Collected data:

════════

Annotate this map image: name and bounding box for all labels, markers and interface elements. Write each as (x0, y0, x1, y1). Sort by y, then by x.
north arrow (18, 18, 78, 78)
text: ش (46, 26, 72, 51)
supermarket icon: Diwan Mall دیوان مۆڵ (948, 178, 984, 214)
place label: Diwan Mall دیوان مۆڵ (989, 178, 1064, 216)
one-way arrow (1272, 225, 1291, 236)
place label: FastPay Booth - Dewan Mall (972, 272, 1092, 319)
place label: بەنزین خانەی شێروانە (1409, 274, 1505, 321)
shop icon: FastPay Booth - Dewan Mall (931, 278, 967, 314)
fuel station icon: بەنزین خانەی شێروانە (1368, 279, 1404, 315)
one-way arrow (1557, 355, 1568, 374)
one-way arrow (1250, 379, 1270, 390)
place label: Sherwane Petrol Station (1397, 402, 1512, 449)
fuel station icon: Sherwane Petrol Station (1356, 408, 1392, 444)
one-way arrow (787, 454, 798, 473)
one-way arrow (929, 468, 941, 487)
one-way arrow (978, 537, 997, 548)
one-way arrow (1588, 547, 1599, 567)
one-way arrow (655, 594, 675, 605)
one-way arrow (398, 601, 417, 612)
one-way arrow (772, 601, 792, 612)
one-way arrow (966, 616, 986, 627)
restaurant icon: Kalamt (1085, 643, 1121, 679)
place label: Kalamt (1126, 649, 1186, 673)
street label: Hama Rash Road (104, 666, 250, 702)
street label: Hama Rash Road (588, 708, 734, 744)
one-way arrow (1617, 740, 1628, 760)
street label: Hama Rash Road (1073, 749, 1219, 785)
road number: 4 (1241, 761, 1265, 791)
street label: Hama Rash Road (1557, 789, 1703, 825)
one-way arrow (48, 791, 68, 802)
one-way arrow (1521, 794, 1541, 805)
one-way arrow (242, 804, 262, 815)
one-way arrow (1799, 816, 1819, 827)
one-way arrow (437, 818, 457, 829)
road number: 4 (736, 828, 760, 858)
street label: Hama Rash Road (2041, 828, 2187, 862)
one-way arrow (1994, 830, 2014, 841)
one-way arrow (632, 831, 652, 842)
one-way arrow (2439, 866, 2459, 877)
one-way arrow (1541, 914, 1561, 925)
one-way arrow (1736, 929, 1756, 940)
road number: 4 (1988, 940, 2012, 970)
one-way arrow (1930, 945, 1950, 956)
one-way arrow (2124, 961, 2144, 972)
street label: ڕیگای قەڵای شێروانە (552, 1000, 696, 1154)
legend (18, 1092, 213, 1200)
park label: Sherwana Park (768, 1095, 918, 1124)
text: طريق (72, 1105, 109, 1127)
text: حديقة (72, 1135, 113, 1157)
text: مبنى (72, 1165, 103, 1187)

════════

**PROBLEM DESCRIPTION:** Each entry must be set down exactly as it appears.

**SOLUTION FOR THIS PROBLEM:**
Annotate this map image: name and bounding box for all labels, markers and interface elements. Write each as (x0, y0, x1, y1). Sort by y, then by x.
north arrow (18, 18, 78, 78)
text: ش (46, 26, 72, 51)
supermarket icon: Diwan Mall دیوان مۆڵ (948, 178, 984, 214)
place label: Diwan Mall دیوان مۆڵ (989, 178, 1064, 216)
one-way arrow (1272, 225, 1291, 236)
place label: FastPay Booth - Dewan Mall (972, 272, 1092, 319)
place label: بەنزین خانەی شێروانە (1409, 274, 1505, 321)
shop icon: FastPay Booth - Dewan Mall (931, 278, 967, 314)
fuel station icon: بەنزین خانەی شێروانە (1368, 279, 1404, 315)
one-way arrow (1557, 355, 1568, 374)
one-way arrow (1250, 379, 1270, 390)
place label: Sherwane Petrol Station (1397, 402, 1512, 449)
fuel station icon: Sherwane Petrol Station (1356, 408, 1392, 444)
one-way arrow (787, 454, 798, 473)
one-way arrow (929, 468, 941, 487)
one-way arrow (978, 537, 997, 548)
one-way arrow (1588, 547, 1599, 567)
one-way arrow (655, 594, 675, 605)
one-way arrow (398, 601, 417, 612)
one-way arrow (772, 601, 792, 612)
one-way arrow (966, 616, 986, 627)
restaurant icon: Kalamt (1085, 643, 1121, 679)
place label: Kalamt (1126, 649, 1186, 673)
street label: Hama Rash Road (104, 666, 250, 702)
street label: Hama Rash Road (588, 708, 734, 744)
one-way arrow (1617, 740, 1628, 760)
street label: Hama Rash Road (1073, 749, 1219, 785)
road number: 4 (1241, 761, 1265, 791)
street label: Hama Rash Road (1557, 789, 1703, 825)
one-way arrow (48, 791, 68, 802)
one-way arrow (1521, 794, 1541, 805)
one-way arrow (242, 804, 262, 815)
one-way arrow (1799, 816, 1819, 827)
one-way arrow (437, 818, 457, 829)
road number: 4 (736, 828, 760, 858)
street label: Hama Rash Road (2041, 828, 2187, 862)
one-way arrow (1994, 830, 2014, 841)
one-way arrow (632, 831, 652, 842)
one-way arrow (2439, 866, 2459, 877)
one-way arrow (1541, 914, 1561, 925)
one-way arrow (1736, 929, 1756, 940)
road number: 4 (1988, 940, 2012, 970)
one-way arrow (1930, 945, 1950, 956)
one-way arrow (2124, 961, 2144, 972)
street label: ڕیگای قەڵای شێروانە (552, 1000, 696, 1154)
legend (18, 1092, 213, 1200)
park label: Sherwana Park (768, 1095, 918, 1124)
text: طريق (72, 1105, 109, 1127)
text: حديقة (72, 1135, 113, 1157)
text: مبنى (72, 1165, 103, 1187)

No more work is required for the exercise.